[Stored data]

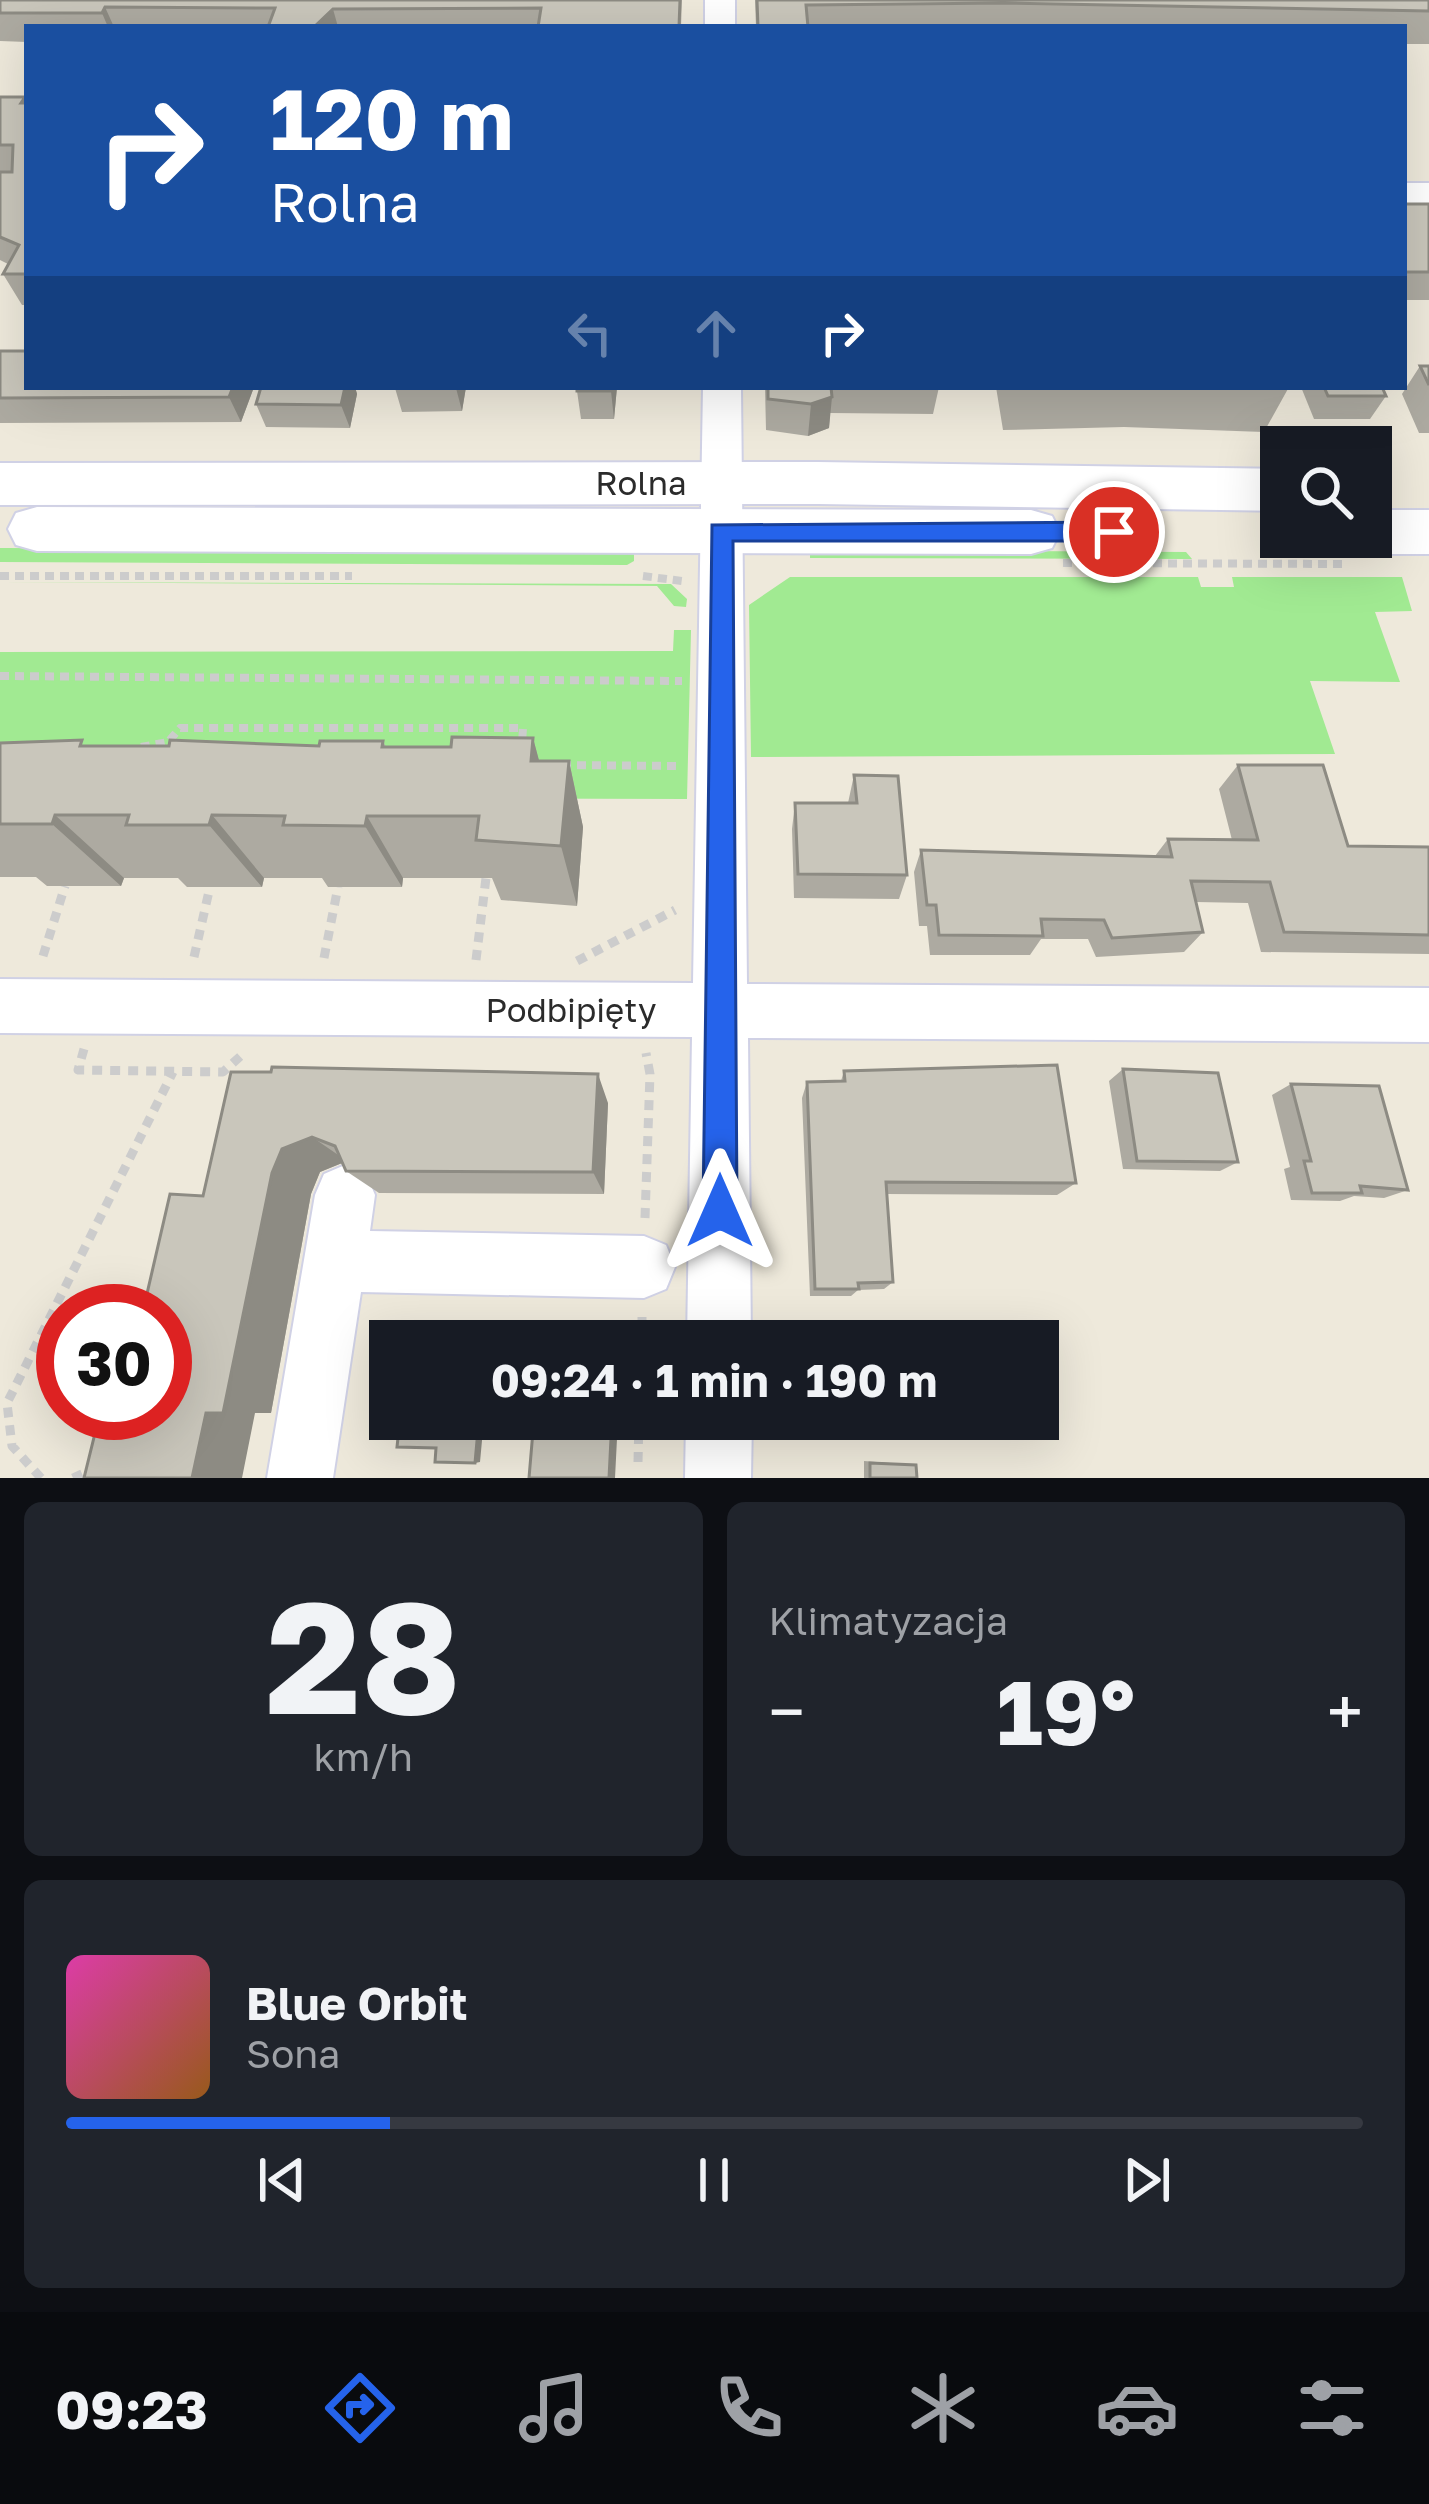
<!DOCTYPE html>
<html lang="pl">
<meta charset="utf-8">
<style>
:root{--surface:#171b24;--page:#20242c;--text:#f1f3f6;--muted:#9ea1a6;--line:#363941;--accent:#2563eb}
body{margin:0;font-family:"Golos Text",sans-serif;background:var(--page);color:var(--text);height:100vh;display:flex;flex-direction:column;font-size:45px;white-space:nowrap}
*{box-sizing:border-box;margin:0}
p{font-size:39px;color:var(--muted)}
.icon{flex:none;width:66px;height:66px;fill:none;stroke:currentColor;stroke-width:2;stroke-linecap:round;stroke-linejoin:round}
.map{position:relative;height:1478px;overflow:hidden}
.panel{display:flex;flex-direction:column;gap:24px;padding:24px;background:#0d0f14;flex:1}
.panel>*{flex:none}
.guide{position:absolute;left:24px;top:24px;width:1383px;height:366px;border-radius:0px;box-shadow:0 12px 48px #0002;background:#1a4fa0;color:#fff;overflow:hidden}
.controls{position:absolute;left:1260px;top:426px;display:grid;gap:24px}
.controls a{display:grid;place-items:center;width:132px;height:132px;border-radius:0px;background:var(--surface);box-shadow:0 12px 48px #0002;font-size:60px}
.speed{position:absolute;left:36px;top:1284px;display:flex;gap:24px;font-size:60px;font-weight:700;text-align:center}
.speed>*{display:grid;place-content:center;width:156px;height:156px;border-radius:50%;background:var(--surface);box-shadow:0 12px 48px #0002;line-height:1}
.speed .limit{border:18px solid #d22;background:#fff;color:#111}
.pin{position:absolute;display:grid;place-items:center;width:102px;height:102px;color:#fff;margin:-51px;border:6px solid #fff;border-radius:50%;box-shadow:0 3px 12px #0007}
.me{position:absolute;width:132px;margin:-66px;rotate:0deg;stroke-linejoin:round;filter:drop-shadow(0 0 9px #0008)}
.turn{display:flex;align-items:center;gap:42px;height:252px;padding:0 48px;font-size:54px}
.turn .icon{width:156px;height:156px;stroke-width:2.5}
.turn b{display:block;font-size:84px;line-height:102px}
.lanes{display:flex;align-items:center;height:114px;padding:0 48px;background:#0003;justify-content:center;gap:60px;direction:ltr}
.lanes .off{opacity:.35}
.big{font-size:90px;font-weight:700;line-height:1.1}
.panel .widget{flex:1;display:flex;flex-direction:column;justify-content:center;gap:18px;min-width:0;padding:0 42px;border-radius:18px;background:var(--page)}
.panel .dial{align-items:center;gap:0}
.dial b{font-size:156px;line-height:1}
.song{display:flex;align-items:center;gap:36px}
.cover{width:144px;height:144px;border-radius:18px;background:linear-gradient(135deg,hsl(320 70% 55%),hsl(30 70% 35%))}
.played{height:12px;border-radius:6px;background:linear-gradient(90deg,var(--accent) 25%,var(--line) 25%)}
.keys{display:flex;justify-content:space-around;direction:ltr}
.heat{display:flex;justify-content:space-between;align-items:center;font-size:66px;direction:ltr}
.panel .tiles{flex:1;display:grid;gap:24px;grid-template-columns:1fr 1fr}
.widget:last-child{grid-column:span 2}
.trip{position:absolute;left:369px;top:1320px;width:690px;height:120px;border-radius:0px;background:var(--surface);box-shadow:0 12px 48px #0002;font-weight:700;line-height:120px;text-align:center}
.tab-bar{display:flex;height:192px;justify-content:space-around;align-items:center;background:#090b0e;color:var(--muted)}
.tab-bar .icon{width:84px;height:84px}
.tab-bar .active{color:var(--accent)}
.tab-bar b{font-size:54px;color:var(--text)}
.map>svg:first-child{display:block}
.green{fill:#a1ea92}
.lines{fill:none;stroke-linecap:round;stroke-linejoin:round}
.street-casing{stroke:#d0d1e5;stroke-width:4}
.secondary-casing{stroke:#d0d1e5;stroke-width:4}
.path-far1{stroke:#ccc;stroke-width:8;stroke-dasharray:9 6;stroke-linecap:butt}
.path{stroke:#ccc;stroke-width:9;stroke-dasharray:10 8;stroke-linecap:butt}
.street{fill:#fff;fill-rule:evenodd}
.secondary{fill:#fff;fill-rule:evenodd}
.wall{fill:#adaaa1}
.shaded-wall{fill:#8d8b83}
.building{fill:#c9c6bb;stroke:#8d8b83;stroke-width:3}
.route{fill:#2563eb;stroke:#184099;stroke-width:3}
.labels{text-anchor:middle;stroke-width:12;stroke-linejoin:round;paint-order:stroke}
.street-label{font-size:33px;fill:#2b2b2b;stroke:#fff}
</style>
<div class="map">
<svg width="1429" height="1478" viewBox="0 0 1429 1478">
<rect width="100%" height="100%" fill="#eee9db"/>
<path class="green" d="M0 548 634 550V561L627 565 0 562Z
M810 550 1186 552 1192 559 810 558Z
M790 577H1198L1201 587H1234L1232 577H1402L1412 611 1375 612 1400 682 1310 681 1335 754 751 757 749 605Z
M0 582 671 584 687 599 686 607 674 606 657 586Z
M674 630H691L687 799 0 797V652L673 651Z"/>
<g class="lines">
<defs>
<path id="street" d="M705 0H735V27H705Z
M1404 183H1429V203H1404Z
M703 387H741L747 984 1429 988V1042L748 1038 751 1341H687L692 1037 0 1033V979L693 983Z
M345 1165 366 1174 375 1195 370 1231 644 1236 666 1245 675 1267 666 1289 644 1298 361 1292 333 1478H267L315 1195 324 1174Z
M686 1419H752L751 1478H685Z"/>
<path id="secondary" d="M818 462 1281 469V511L818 504 0 505V463Z
M37 507 1031 510 1052 516 1060 532 1052 548 1031 554 37 551 16 545 8 529 16 513Z
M1371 510H1429V554H1371L1350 548 1344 537H1371Z"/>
</defs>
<use href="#street" class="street-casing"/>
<use href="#secondary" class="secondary-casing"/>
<path class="path-far1" d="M1063 563 1342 564
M0 576H352
M643 576 682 581
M0 676 682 681
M141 747 168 742 180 728H523L522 743
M562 765 679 766"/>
<path class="path" d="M43 956 65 886
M194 957 210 887
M324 958 338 887
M476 960 486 878
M577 961 675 910
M84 1049 78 1070 223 1072 244 1053
M645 1218 650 1074 646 1053
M642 1317V1341
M638 1462 639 1419
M41 1478 12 1446 7 1403 173 1072
M73 1478 93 1469"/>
<use href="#street" class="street"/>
<use href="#secondary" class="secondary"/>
</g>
<path class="wall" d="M0 0H682L681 27H27V42L0 41Z
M755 0H1429V44H1404V27H756Z
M0 97 27 101V305H22L3 274 8 264 0 260Z
M1404 203 1429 204V300H1404Z
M0 351 27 387H254L241 422 0 423Z
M1420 366H1429V433H1419L1402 394Z
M261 387H355L357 394 350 428 266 427 256 404Z
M466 387 462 411 402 412 395 388Z
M617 387 614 419H581L577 391Z
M765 387H939L933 414 830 413 829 428 808 436 766 430Z
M996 387H1289L1264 432 1124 427 1003 430Z
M1301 387H1382L1386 396 1370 419H1314Z
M533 738 539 761H569L583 827 577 906 501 900 492 878H403L402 887H328L322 878H264L262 887H187L178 878H124L121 886H47L36 877H0V743L87 746H319L383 741 386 747H451Z
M1238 765 1348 846 1429 847V954L1261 952 1248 903 1196 902 1203 932 1184 952 1096 957 1088 939H1041L1030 955H930L927 926H919L914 872 921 850 1155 856 1168 839 1232 840 1219 789Z
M854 775 907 875 899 899 794 898 792 829 795 803H848Z
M1123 1069 1238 1162 1220 1171 1123 1169 1109 1081Z
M844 1071 1076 1183 1057 1195 886 1194 893 1282 884 1289 858 1290 851 1296H810L802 1098 807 1082 841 1081Z
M231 1072 608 1103 604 1194 379 1193 346 1171 342 1163 320 1172 311 1194 271 1413H255L203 1196Z
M1291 1084 1408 1190 1384 1198 1354 1196 1340 1201 1291 1200 1284 1169 1290 1167 1272 1095Z
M864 1461 916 1465 917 1478H864Z"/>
<path class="shaded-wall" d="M105 7 114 27H108L102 13Z
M333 9 338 27H314Z
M233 387H254L241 422 229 397Z
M345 387H355L357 394 350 428 341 405Z
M456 387H466L462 411 456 388Z
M612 387H617L614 419 611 391Z
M832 397 829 428 808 436 811 404Z
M533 738 551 805 531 761Z
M569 761 583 827 577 906 561 846Z
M55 815 124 878 121 886 52 824Z
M212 815 264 878 262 887 209 825Z
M367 816 403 878 402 887 365 826Z
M598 1074 608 1103 604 1194 593 1172Z
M312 1137 347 1161 320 1172 311 1194 271 1413H255L242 1478H192L206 1413 272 1173 282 1149Z
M479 1419H484L480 1462 475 1463Z
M612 1419H618L615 1478H609Z"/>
<path class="building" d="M0 0H680L679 27H538L541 8 333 9 314 27H268L275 8 105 7 102 13H0Z
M757 0H1429V11L1004 3 806 5 808 27H758Z
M0 97H25L21 103H27V274H3L19 245 0 237V172H12L13 145H0Z
M1404 204H1429V272H1404Z
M0 351H27V387H233L229 397 0 398Z
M1420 366H1429V385Z
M261 387H345L341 405 256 404Z
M395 387H456L395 388Z
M577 387H612L611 391H577Z
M768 387H831L832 397 811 404 768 399Z
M1324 387H1382L1386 396H1328Z
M452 737 533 738 531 761H569L561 846 476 840 479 816H367L365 826 283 825 285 816 212 815 209 825H126L129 815H55L52 824H0V743L82 740 80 746H169L170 740 319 746 320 741H383L382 747H451Z
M1238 765H1323L1348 846 1429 847V935L1284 932 1270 882 1191 881 1203 932 1112 938 1104 920 1041 919 1043 936 939 935 936 905H927L921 850 1172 857 1168 839 1258 840Z
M854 775 898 776 907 875 798 874 795 803H857Z
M1057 1065 1076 1183 886 1182 893 1282 858 1283 859 1289H815L807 1082 845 1081 844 1071Z
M272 1067 598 1074 593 1172 346 1171 335 1146 312 1137 282 1149 272 1173 223 1413H206L192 1478H84L100 1413H165V1311H143L170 1194 203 1196 231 1072H271Z
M1123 1069 1218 1073 1238 1162 1137 1161Z
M1291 1084 1379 1086 1408 1190 1360 1186 1362 1193H1312L1304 1161H1311Z
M400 1419H479L475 1463 435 1462 436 1448 397 1447Z
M534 1419H612L609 1478H529Z
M870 1463 916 1465 917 1478H870Z"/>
<path class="route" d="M1114 522 1126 532 1114 541H733L737 1211 732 1223 720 1228 708 1223 703 1211 712 525Z"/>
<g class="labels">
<g class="street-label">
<text x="641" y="495">Rolna</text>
<text x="571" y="1022">Podbipięty</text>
</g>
</g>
</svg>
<div class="controls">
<a><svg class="icon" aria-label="search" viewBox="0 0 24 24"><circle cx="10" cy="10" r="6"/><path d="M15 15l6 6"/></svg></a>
</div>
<div class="speed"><div class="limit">30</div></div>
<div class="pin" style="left:1114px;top:532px;background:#d93025"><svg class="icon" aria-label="arrive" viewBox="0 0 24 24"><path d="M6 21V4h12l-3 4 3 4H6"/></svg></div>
<svg class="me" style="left:720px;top:1211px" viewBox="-20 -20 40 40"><path d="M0-17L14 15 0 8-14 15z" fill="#2563eb" stroke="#fff" stroke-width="4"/></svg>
<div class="trip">09:24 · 1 min · 190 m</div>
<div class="guide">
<div class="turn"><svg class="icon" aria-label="right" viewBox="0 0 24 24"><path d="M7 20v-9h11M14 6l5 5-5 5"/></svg><div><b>120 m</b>Rolna</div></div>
<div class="lanes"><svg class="icon off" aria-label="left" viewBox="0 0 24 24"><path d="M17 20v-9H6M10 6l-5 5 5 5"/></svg><svg class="icon off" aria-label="ahead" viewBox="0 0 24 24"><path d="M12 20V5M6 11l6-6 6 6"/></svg><svg class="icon" aria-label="right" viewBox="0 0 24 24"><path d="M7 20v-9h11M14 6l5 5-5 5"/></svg></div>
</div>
</div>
<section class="panel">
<div class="tiles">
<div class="widget dial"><b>28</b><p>km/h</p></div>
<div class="widget"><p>Klimatyzacja</p>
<div class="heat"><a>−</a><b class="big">19°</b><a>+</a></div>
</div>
<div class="widget">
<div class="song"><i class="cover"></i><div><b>Blue Orbit</b><p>Sona</p></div></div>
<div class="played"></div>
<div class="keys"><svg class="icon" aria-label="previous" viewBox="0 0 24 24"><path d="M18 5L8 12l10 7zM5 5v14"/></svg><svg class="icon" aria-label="pause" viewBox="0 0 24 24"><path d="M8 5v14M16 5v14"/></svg><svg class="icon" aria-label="next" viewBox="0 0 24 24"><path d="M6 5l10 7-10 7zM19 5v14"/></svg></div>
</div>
</div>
</section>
<nav class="tab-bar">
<b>09:23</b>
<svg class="icon active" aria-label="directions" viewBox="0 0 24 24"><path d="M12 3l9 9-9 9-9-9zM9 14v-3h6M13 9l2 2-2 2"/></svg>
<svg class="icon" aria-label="music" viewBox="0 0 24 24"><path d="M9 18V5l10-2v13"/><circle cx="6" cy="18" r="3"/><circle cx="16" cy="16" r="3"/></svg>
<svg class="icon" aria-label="phone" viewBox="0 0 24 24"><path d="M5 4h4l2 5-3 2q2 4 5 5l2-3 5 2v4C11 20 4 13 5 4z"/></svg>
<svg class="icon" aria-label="climate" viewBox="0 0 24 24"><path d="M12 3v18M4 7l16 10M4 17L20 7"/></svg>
<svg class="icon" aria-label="car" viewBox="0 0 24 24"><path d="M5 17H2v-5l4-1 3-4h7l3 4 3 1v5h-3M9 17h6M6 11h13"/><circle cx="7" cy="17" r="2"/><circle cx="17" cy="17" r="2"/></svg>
<svg class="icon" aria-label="filters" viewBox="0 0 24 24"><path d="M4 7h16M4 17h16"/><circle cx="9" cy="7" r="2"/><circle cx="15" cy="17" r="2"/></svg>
</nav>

● What needs to be done: Identify all lines in the records above with the word "controls".

● Worked solution:
.controls{position:absolute;left:1260px;top:426px;display:grid;gap:24px}
.controls a{display:grid;place-items:center;width:132px;height:132px;border-radius:0px;background:var(--surface);box-shadow:0 12px 48px #0002;font-size:60px}
<div class="controls">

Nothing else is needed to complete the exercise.